Wednesday, April 07, 2010

Click Beetles Are Up and Clicking About


Click beetles come out when fiddleheads come out.

Patty cake, patty cake, baker's man.

















There is nothing more kooler in the world than Click Beetles. And now, in early spring, just as Jack in the Pulpits start to pop out, is when Click Beetles come out in the open and start clicking around.

Click Beetles get their name because if you see them on the ground and flip them over on their backs, they pull their legs in close to their body, become perfectly motionless and look like a sunflower seed without the stripes:
Photo by Jennifer Schlick at winterwoman.net.
Then they arch their backs and violently spring upward off the ground, creating an audible "click" sound and pop several inches into the air, whereupon they land on their feet and run or fly away. It is a very unique anti-predator device because it combines hiding motionless (like a hognose snake or opossum does) followed by a sudden and very odd burst of movement that, to many predators, must appear to make the click beetle disappear.

The click beetle, like the hognose snake, adopts a two-phase predator avoidance approach, but in reverse. The hognose snake, also called the "puff adder," first adopts a menacing aggressive stance and puffs up its body to make it look much bigger. Then, if that fails, it rolls on its back, goes limp and plays dead. Click beetles first play dead, then aggressively "click" up in the air and pop out of sight.

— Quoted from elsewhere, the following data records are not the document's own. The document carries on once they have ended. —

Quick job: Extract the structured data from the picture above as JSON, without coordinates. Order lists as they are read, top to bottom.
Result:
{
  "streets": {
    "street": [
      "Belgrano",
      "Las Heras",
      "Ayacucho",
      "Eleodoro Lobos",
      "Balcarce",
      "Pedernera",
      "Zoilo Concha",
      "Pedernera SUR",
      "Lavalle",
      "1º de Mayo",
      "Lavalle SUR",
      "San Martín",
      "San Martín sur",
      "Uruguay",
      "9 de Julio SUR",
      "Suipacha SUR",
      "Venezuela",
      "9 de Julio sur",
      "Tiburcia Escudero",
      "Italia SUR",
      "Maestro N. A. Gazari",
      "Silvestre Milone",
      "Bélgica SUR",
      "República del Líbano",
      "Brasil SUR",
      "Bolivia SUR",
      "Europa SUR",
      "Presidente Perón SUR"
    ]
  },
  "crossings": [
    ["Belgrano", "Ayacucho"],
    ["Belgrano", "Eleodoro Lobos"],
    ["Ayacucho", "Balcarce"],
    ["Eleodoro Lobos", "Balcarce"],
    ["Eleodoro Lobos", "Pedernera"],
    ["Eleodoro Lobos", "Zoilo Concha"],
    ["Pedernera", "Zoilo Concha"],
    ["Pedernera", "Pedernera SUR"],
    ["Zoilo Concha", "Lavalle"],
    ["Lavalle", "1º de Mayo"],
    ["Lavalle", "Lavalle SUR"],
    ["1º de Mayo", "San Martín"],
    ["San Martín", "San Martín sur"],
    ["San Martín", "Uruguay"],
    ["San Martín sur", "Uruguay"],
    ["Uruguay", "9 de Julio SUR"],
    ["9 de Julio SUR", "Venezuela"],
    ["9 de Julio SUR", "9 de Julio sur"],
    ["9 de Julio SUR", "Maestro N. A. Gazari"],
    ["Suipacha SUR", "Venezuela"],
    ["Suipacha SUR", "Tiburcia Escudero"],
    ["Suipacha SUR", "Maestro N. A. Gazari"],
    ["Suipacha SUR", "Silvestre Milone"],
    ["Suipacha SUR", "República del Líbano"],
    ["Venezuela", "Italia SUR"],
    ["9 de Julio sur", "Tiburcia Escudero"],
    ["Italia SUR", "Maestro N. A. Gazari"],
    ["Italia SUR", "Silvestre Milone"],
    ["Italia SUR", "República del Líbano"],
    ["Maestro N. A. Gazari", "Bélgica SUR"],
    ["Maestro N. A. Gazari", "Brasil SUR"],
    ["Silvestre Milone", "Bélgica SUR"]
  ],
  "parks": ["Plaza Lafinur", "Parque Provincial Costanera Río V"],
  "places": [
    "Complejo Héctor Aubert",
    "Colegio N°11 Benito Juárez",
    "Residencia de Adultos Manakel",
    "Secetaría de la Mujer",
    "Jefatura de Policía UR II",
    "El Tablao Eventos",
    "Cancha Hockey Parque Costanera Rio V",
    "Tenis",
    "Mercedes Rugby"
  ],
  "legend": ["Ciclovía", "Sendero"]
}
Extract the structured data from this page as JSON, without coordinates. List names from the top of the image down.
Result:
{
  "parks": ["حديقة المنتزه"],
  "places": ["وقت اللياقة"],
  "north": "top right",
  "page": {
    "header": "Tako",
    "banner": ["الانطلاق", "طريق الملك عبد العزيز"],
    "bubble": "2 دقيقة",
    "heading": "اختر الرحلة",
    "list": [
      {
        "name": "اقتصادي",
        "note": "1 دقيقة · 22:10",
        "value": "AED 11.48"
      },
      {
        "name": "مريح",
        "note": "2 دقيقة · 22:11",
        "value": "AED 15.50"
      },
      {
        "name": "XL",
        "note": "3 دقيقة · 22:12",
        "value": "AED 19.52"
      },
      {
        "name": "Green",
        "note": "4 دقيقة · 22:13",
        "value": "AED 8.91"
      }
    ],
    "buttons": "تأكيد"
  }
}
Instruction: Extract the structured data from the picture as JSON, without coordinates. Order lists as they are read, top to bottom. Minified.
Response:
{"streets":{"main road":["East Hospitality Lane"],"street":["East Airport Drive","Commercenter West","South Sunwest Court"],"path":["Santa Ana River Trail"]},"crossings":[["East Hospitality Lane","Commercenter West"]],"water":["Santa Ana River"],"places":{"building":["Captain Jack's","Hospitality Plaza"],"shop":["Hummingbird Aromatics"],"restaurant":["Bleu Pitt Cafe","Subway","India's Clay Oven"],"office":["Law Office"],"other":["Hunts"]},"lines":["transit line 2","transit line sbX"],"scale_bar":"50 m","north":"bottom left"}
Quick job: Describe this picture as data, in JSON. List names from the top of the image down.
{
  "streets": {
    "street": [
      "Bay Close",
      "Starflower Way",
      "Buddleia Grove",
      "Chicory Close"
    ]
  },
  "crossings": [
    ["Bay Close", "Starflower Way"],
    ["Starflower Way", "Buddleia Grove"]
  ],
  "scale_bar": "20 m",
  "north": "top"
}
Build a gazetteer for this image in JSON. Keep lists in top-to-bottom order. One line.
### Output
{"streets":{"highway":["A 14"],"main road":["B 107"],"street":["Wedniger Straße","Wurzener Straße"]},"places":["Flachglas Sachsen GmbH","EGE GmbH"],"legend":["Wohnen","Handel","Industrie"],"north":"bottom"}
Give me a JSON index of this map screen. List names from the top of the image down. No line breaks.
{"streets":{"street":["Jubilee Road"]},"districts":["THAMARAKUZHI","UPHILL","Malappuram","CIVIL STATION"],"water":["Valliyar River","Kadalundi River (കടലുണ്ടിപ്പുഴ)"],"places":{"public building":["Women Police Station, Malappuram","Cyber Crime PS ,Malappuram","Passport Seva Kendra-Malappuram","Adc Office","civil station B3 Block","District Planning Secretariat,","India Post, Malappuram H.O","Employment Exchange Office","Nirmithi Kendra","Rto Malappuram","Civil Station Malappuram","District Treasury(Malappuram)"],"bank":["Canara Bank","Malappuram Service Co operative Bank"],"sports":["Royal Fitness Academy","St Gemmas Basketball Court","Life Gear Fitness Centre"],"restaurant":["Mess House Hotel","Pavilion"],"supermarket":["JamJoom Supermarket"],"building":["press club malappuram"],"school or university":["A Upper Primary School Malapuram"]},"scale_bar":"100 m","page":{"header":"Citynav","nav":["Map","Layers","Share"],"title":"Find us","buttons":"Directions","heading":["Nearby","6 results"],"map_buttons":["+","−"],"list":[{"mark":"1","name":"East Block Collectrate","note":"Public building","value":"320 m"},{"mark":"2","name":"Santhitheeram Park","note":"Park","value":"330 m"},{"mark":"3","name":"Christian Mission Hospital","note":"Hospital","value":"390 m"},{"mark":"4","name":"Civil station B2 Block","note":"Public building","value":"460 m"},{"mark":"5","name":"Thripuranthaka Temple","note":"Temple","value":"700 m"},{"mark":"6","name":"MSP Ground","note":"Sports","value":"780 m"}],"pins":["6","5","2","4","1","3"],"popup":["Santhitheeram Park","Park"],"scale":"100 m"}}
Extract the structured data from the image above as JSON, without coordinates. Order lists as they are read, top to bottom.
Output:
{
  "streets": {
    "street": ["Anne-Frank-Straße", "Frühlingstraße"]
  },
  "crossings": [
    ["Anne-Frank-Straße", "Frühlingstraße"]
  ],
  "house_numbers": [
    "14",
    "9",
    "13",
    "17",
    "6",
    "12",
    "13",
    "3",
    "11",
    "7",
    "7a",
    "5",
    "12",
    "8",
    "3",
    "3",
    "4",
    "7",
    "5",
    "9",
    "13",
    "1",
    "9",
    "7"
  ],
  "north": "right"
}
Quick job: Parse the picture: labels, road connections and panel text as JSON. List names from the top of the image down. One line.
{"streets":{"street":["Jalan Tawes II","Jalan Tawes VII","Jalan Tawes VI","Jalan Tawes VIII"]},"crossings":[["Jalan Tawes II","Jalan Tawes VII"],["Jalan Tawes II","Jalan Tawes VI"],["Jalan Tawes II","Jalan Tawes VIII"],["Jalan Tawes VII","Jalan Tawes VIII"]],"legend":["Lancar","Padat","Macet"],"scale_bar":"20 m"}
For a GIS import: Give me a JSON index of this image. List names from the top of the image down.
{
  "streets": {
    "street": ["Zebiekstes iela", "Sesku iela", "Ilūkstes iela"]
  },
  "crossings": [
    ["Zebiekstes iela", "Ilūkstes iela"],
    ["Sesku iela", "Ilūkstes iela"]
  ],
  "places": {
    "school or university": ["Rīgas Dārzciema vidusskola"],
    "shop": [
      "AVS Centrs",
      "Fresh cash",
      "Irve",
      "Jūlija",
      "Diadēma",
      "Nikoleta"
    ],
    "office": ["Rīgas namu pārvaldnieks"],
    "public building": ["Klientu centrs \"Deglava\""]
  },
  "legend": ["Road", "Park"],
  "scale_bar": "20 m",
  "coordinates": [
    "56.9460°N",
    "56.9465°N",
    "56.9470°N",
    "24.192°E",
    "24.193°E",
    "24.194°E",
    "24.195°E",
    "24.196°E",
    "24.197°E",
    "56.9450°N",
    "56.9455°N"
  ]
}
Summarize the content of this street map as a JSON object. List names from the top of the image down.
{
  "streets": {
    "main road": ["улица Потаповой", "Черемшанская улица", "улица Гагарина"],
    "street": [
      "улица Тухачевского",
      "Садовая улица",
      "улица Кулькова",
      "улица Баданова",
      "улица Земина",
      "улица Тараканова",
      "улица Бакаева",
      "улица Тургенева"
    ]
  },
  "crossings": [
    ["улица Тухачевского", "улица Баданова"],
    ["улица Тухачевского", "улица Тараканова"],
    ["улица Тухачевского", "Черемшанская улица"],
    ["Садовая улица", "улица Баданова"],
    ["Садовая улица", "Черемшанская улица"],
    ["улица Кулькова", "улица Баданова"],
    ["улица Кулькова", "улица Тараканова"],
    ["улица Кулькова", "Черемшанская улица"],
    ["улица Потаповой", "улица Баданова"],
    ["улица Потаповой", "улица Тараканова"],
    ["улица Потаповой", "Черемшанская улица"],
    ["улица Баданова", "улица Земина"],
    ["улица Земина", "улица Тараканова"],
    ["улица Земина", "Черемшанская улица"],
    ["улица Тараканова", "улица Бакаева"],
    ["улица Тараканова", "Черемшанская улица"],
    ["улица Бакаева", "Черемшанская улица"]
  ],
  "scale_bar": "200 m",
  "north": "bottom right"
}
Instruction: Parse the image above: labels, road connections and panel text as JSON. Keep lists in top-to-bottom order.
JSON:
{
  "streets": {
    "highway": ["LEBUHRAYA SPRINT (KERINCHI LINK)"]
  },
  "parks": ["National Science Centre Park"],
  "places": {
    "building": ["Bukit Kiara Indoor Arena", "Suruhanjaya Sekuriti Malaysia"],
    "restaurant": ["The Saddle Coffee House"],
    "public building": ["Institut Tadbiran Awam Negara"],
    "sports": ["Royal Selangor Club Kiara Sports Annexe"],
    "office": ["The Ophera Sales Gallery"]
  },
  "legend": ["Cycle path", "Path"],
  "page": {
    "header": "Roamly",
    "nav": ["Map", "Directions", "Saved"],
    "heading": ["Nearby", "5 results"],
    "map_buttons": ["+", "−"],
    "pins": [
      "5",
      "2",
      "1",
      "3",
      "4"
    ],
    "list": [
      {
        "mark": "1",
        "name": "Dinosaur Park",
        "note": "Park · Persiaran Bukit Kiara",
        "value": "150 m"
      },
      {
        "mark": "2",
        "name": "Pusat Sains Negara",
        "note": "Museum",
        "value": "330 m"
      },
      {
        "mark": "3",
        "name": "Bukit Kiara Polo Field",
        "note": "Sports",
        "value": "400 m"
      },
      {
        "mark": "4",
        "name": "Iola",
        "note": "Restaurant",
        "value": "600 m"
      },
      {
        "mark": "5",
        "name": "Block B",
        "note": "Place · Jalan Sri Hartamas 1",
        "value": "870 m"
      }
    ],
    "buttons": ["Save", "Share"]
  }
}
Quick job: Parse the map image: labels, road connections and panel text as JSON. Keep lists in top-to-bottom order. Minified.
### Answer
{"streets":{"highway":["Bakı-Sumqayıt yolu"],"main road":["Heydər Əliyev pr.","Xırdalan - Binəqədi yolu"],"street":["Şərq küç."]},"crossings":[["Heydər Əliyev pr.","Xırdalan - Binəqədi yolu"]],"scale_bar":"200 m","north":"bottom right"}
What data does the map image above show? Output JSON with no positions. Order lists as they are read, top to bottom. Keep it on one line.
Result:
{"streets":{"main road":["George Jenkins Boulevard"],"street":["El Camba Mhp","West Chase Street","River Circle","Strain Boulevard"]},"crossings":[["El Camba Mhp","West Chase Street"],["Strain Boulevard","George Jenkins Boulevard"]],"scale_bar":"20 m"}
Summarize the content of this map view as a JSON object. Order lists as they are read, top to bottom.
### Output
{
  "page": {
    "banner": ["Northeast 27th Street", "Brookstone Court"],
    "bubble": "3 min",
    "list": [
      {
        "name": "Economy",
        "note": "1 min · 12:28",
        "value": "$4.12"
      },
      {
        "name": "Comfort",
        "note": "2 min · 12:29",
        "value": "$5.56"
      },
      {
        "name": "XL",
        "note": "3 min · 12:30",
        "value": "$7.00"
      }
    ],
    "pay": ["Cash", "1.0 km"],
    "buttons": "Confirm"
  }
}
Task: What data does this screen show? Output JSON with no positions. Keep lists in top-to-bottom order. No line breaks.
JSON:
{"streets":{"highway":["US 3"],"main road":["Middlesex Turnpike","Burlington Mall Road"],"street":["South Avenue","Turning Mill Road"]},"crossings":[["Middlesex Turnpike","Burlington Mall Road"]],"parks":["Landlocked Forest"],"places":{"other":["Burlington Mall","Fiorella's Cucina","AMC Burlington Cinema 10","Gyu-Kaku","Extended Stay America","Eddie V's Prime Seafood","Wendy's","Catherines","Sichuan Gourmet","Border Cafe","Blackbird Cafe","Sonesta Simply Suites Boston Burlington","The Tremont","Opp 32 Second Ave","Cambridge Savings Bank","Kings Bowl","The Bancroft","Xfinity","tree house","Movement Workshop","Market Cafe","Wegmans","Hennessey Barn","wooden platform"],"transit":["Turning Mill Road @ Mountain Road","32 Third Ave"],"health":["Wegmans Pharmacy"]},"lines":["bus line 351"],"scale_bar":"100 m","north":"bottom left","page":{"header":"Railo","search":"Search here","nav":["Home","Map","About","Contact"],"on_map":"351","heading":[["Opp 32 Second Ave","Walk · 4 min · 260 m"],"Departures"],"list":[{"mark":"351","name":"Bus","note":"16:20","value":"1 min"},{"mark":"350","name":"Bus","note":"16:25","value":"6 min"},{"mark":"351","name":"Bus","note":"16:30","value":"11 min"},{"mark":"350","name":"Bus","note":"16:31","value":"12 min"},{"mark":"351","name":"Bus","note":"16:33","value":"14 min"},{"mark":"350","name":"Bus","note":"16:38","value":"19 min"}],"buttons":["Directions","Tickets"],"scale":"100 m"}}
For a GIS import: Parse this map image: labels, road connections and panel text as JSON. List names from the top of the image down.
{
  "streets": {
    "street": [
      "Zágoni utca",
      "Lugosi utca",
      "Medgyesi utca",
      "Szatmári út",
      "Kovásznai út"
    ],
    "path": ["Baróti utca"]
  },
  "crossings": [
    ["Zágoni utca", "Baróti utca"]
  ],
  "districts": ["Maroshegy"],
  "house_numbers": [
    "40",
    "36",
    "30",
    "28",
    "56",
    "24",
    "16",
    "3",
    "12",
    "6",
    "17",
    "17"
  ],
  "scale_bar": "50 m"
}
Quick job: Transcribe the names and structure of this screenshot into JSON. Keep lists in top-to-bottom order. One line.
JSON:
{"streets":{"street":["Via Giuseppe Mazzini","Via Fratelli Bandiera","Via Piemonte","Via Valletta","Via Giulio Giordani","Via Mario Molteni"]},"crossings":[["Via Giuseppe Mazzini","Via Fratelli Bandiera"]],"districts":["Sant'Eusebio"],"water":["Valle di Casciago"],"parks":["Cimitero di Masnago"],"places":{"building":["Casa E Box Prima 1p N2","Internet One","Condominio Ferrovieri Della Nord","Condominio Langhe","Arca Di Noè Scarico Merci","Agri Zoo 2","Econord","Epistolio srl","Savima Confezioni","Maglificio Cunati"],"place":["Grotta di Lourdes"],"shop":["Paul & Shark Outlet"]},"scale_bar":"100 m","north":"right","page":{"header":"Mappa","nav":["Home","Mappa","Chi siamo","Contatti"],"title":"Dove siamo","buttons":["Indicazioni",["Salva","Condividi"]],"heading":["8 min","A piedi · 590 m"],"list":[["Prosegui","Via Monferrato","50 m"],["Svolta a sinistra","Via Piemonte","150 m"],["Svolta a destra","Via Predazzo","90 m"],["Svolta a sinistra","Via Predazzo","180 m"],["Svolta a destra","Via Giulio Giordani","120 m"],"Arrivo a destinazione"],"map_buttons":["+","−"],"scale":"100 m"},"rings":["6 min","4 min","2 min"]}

Here's a click beetle with giant fake eyespots. You can see the real eyes at the end of the click beetle's head, just behind the antennae. Unfortunately, these fake-eyed click beetles are not found in Maine. A number of click beetle species display these out-sized, prominent fake eyespots, but many species do not. This is an interesting question for evolutionists. These giant fake eyespots must convey some survival advantage or they would not have developed, since they make the beetle very easy to see, and presumably easier for predators to see them. But many click beetle species, like those in Maine, have no eye spots and are quite inconspicuous and drab by comparison. Why did the click beetle species native to Maine not evolve these eyespots? Why did those click beetles with giant fake eyespots develop them in the first place? Rather than convergent evolution, this suggests divergent evolution, wherein an ancestral species "splits off" at some point in the past and the two divergent, but closely related species adopt very different, nay almost opposite, survival strategies, except for the click. What say ye?

Discussing the big fake eyespots of some click beetles the other night, my wife Lori noted that it's hard to believe a predator, say a sparrow, would be "scared" by the fake eyespots on a click beetle, since despite its fake eyespots, the beetle is still less than an inch long. To even a small bird, it's still just a little bug. As Lori says, "It's not like the bird suddenly thinks it's an owl." But maybe? [1]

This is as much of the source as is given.